--- Supplied data ---
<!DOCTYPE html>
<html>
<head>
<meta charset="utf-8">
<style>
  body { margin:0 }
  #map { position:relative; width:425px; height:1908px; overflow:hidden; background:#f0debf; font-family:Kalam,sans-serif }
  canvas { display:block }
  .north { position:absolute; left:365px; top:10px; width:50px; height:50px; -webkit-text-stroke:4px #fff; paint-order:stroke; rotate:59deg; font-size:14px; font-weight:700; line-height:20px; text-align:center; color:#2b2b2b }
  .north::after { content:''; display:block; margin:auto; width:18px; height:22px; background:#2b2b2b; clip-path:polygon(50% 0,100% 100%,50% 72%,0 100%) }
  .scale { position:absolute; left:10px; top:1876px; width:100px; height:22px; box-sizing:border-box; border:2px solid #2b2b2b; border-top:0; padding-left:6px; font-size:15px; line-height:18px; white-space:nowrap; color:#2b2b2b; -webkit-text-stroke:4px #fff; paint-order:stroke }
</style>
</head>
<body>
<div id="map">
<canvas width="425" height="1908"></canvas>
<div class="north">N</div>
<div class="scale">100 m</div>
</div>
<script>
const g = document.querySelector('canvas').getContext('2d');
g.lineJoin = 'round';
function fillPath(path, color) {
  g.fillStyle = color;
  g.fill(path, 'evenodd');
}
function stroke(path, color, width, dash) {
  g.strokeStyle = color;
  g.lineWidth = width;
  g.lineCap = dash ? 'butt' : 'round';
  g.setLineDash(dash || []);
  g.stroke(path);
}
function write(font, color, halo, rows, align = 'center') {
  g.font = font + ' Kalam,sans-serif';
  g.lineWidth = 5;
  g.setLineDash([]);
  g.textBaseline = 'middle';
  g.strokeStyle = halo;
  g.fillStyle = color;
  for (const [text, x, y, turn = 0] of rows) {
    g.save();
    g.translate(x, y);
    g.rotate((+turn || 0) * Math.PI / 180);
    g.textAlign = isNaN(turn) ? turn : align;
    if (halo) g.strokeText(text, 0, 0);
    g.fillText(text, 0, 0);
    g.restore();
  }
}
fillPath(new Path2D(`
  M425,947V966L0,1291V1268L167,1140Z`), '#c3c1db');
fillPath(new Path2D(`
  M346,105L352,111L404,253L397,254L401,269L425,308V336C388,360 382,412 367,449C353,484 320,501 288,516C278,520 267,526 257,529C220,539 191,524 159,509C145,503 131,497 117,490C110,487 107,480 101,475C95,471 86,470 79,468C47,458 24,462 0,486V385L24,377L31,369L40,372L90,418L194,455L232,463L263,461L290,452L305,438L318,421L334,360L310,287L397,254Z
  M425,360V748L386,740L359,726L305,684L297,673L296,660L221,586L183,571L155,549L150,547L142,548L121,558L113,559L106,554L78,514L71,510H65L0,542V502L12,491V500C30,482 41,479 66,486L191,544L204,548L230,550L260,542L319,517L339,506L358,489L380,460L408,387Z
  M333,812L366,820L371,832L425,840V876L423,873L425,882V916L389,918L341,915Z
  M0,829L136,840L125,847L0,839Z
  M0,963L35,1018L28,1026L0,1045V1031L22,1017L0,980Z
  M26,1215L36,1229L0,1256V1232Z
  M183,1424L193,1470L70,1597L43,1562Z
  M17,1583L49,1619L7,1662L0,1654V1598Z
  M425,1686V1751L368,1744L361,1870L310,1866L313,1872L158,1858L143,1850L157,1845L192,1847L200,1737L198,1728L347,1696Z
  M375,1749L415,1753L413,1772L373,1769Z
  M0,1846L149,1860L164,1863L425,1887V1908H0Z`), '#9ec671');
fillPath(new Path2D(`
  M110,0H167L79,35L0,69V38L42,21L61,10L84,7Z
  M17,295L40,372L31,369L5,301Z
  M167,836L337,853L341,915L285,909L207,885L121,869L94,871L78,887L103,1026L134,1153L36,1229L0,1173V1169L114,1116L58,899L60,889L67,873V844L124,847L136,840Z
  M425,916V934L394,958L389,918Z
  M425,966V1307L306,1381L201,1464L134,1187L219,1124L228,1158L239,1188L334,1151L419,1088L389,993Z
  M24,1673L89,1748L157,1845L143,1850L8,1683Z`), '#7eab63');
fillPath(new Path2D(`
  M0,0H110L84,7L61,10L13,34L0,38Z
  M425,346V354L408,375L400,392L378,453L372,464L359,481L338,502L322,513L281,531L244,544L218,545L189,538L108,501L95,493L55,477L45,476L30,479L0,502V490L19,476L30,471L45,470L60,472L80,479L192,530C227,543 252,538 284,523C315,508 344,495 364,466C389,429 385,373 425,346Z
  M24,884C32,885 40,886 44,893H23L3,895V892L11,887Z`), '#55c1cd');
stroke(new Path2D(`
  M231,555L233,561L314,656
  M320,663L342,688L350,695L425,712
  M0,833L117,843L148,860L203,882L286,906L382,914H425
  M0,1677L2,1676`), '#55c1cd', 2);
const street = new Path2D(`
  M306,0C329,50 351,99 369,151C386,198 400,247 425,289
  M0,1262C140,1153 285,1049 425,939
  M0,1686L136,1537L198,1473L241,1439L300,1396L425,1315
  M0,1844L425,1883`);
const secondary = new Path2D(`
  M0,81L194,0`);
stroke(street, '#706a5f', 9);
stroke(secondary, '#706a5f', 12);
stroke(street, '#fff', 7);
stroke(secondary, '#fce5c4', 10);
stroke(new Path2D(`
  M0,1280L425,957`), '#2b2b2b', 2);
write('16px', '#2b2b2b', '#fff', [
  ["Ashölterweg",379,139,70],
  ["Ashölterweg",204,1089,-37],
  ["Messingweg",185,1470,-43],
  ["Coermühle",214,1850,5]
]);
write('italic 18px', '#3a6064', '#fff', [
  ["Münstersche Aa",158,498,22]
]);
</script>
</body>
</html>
---
* **Work item**:
Every line in the data that holds the string "turn" should be copied.

* **Answer box**:
  for (const [text, x, y, turn = 0] of rows) {
    g.rotate((+turn || 0) * Math.PI / 180);
    g.textAlign = isNaN(turn) ? turn : align;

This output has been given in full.